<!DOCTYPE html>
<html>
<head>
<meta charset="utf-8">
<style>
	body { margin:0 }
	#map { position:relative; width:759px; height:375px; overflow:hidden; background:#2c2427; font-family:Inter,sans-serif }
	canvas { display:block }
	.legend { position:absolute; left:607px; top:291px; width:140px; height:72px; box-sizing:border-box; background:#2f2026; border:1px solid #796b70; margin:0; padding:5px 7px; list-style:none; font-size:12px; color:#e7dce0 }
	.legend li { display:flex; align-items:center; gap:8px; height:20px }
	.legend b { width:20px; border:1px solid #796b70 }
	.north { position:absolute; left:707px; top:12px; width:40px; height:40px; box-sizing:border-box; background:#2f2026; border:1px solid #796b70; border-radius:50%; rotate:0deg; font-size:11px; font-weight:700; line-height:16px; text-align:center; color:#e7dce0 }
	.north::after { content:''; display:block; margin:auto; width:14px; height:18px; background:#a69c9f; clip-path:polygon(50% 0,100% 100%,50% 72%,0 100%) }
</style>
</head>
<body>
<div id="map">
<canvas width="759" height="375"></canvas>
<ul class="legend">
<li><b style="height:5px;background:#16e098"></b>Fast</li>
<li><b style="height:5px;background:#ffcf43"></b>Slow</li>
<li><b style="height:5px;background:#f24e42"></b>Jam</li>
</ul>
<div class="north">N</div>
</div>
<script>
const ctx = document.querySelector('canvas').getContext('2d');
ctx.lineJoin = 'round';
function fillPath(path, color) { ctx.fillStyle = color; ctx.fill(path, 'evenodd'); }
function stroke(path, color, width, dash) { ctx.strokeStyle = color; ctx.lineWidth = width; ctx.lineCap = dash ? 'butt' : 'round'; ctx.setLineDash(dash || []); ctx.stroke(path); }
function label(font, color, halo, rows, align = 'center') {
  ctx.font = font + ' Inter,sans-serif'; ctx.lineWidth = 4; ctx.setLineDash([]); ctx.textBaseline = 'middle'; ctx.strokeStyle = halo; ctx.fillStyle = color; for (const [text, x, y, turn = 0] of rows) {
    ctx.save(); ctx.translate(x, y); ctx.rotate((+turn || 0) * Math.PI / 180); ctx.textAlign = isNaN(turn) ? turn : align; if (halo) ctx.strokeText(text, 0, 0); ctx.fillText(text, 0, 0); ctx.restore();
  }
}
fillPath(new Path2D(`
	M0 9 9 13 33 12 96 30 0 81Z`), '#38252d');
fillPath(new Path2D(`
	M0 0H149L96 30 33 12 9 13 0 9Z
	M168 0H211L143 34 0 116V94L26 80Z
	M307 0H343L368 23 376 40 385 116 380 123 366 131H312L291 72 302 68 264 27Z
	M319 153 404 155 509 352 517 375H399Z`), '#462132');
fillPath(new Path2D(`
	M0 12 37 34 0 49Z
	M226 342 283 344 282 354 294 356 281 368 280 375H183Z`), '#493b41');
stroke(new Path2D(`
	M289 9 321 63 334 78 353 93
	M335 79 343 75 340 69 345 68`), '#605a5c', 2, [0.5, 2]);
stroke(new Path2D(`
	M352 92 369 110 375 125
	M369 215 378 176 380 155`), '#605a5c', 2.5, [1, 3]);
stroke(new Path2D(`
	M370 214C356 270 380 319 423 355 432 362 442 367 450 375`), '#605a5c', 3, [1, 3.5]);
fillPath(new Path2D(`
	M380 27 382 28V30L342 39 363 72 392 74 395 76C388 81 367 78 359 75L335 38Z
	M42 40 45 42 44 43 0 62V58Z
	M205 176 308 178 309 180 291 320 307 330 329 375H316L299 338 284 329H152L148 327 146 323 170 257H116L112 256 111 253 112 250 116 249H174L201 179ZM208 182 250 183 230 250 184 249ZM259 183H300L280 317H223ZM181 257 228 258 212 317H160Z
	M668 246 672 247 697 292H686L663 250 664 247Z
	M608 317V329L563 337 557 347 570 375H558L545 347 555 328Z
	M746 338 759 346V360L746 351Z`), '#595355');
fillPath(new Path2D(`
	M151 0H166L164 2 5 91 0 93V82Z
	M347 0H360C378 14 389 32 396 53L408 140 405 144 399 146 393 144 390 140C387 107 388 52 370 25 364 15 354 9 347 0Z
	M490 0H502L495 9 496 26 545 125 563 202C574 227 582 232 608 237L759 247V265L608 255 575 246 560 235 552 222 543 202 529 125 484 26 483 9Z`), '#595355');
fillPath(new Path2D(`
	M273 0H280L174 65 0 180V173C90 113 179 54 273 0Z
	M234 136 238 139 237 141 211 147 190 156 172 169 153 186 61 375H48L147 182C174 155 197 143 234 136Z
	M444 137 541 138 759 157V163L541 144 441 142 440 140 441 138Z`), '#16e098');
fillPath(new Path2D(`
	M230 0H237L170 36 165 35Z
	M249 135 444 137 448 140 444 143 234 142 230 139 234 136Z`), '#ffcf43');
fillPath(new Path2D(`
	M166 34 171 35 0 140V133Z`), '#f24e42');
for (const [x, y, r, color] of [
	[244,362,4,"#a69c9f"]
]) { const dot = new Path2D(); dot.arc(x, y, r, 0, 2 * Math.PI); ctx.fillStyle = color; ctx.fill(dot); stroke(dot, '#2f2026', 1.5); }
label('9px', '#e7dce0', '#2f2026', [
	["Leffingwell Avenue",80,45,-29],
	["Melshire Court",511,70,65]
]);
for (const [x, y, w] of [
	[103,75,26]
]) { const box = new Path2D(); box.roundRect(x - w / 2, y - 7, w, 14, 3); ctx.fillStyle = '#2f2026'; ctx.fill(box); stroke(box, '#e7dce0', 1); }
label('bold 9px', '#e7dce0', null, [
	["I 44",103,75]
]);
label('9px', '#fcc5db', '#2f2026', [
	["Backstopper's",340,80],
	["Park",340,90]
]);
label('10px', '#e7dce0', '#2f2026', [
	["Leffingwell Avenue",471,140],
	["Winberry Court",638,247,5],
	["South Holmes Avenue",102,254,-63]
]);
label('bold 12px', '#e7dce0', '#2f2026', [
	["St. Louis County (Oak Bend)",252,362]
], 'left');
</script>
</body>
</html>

- - -

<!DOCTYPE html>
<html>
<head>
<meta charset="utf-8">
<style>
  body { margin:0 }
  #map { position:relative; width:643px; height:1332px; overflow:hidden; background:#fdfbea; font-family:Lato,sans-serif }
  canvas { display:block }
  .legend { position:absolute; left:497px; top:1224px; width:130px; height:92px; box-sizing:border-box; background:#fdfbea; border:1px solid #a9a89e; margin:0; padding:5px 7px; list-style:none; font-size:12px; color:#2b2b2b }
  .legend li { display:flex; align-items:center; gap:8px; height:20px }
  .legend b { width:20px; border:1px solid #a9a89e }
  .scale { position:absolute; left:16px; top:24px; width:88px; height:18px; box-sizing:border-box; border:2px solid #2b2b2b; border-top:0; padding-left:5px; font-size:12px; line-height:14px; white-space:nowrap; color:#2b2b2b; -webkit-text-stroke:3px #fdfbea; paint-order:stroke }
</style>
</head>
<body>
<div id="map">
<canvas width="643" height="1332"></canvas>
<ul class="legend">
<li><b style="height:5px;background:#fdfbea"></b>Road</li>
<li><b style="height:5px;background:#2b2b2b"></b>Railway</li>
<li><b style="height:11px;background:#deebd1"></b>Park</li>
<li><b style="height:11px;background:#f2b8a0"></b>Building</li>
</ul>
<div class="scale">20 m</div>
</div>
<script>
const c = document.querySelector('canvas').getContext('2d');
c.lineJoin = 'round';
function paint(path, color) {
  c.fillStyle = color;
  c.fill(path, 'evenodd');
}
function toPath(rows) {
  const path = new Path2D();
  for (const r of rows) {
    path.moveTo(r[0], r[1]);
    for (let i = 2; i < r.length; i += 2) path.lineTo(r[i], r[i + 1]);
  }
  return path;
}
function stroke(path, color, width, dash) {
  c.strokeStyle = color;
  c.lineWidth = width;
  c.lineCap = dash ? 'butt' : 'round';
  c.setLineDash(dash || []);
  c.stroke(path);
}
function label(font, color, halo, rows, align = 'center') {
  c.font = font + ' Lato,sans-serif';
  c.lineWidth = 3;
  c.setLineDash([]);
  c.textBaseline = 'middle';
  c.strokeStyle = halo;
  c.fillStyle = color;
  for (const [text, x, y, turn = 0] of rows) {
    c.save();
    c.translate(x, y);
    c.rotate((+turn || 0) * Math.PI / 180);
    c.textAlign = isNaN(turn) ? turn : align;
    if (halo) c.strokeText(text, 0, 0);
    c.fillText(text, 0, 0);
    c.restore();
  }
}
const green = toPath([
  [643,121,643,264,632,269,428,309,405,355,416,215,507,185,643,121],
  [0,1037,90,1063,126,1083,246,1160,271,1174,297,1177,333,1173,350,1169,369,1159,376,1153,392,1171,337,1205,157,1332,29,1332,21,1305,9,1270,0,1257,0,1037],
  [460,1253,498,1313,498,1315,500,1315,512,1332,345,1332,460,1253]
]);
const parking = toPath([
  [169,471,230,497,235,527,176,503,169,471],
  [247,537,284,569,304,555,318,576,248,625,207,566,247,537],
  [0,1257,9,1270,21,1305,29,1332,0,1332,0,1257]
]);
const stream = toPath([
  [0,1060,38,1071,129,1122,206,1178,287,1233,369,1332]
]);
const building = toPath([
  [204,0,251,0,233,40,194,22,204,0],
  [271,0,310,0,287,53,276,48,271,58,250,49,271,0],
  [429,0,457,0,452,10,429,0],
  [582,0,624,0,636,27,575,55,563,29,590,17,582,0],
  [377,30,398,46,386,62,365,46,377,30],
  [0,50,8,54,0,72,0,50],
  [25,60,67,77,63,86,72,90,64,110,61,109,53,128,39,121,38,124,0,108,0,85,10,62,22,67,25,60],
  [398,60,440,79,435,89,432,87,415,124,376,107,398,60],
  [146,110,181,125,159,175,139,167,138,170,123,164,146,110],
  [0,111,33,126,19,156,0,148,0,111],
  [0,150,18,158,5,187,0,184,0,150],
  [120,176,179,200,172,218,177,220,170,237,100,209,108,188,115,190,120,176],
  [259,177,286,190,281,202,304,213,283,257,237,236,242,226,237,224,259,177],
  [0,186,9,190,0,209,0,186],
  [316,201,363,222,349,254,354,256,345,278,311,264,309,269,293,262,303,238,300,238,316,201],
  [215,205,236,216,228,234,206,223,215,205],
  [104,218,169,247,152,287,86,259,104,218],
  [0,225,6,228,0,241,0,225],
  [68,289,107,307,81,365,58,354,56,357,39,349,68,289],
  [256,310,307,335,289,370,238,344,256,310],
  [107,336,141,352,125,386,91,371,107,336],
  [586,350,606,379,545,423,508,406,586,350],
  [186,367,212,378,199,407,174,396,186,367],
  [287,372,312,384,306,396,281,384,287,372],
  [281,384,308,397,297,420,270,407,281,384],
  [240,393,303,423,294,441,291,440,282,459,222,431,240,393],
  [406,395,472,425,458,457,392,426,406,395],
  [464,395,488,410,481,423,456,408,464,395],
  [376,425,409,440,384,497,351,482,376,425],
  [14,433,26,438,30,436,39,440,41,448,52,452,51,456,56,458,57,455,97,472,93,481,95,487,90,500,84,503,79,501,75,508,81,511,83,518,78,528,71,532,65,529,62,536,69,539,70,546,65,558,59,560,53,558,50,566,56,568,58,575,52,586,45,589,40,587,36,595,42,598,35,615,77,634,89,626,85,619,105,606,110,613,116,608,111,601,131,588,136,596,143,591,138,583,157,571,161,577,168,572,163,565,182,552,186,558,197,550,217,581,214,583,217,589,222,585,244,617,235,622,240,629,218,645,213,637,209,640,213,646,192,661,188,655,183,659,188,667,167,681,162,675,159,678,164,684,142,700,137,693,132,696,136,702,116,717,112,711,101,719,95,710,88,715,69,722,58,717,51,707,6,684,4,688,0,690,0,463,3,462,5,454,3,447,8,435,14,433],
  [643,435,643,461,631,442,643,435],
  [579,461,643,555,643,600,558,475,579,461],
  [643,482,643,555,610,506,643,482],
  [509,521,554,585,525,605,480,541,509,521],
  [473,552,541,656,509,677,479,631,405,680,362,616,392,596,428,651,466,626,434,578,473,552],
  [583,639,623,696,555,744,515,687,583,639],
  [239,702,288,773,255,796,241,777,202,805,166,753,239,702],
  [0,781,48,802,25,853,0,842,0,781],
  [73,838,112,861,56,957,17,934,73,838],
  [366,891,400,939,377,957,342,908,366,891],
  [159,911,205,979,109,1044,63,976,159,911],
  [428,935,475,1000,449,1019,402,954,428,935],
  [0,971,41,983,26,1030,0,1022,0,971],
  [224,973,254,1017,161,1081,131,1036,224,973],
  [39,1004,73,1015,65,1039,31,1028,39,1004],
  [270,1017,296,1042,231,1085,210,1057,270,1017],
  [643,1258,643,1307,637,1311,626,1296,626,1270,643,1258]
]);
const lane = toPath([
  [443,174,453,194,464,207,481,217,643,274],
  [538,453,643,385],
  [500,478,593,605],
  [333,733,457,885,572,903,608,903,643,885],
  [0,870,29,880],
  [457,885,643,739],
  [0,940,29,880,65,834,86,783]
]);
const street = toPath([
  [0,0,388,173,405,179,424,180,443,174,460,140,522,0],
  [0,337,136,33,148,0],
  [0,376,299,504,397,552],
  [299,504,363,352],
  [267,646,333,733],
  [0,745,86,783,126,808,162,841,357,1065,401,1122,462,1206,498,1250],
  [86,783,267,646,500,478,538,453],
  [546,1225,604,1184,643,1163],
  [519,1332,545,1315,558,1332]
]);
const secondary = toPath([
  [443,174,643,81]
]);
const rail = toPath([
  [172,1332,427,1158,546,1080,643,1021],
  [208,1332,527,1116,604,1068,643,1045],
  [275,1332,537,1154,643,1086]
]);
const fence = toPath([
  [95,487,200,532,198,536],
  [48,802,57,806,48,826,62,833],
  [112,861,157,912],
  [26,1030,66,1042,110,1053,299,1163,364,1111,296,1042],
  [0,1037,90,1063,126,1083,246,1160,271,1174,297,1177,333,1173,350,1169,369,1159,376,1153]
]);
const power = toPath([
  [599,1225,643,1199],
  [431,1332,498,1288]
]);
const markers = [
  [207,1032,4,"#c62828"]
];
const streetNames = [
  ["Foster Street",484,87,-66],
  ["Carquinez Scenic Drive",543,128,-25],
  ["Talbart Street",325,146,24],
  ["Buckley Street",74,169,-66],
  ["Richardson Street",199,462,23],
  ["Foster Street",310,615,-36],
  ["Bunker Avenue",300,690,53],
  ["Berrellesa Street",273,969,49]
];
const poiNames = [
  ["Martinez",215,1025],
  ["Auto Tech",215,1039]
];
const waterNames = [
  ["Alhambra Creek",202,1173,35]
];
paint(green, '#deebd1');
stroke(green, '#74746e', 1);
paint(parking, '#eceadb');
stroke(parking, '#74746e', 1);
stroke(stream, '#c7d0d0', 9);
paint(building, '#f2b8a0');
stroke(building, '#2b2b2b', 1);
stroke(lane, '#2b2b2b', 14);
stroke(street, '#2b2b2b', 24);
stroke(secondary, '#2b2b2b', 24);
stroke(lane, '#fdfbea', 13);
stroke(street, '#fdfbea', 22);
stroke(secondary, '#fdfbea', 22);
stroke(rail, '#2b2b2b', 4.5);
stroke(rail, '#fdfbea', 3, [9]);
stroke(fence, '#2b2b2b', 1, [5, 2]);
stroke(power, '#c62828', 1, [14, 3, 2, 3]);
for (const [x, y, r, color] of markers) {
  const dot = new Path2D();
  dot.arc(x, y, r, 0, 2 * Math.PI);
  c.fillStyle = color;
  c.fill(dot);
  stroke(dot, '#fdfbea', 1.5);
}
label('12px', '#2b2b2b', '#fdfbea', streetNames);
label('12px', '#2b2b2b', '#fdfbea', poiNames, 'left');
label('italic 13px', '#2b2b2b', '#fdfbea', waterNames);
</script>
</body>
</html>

- - -

**Assigned task:** With the line holding "position:absolute; left:607px; top:291px;" as the first and the line holding "ctx.lineJoin = 'round';" as the last, please transcribe exactly the lines of the material above in that range and nothing else.

**Output of the exercise:**
	.legend { position:absolute; left:607px; top:291px; width:140px; height:72px; box-sizing:border-box; background:#2f2026; border:1px solid #796b70; margin:0; padding:5px 7px; list-style:none; font-size:12px; color:#e7dce0 }
	.legend li { display:flex; align-items:center; gap:8px; height:20px }
	.legend b { width:20px; border:1px solid #796b70 }
	.north { position:absolute; left:707px; top:12px; width:40px; height:40px; box-sizing:border-box; background:#2f2026; border:1px solid #796b70; border-radius:50%; rotate:0deg; font-size:11px; font-weight:700; line-height:16px; text-align:center; color:#e7dce0 }
	.north::after { content:''; display:block; margin:auto; width:14px; height:18px; background:#a69c9f; clip-path:polygon(50% 0,100% 100%,50% 72%,0 100%) }
</style>
</head>
<body>
<div id="map">
<canvas width="759" height="375"></canvas>
<ul class="legend">
<li><b style="height:5px;background:#16e098"></b>Fast</li>
<li><b style="height:5px;background:#ffcf43"></b>Slow</li>
<li><b style="height:5px;background:#f24e42"></b>Jam</li>
</ul>
<div class="north">N</div>
</div>
<script>
const ctx = document.querySelector('canvas').getContext('2d');
ctx.lineJoin = 'round';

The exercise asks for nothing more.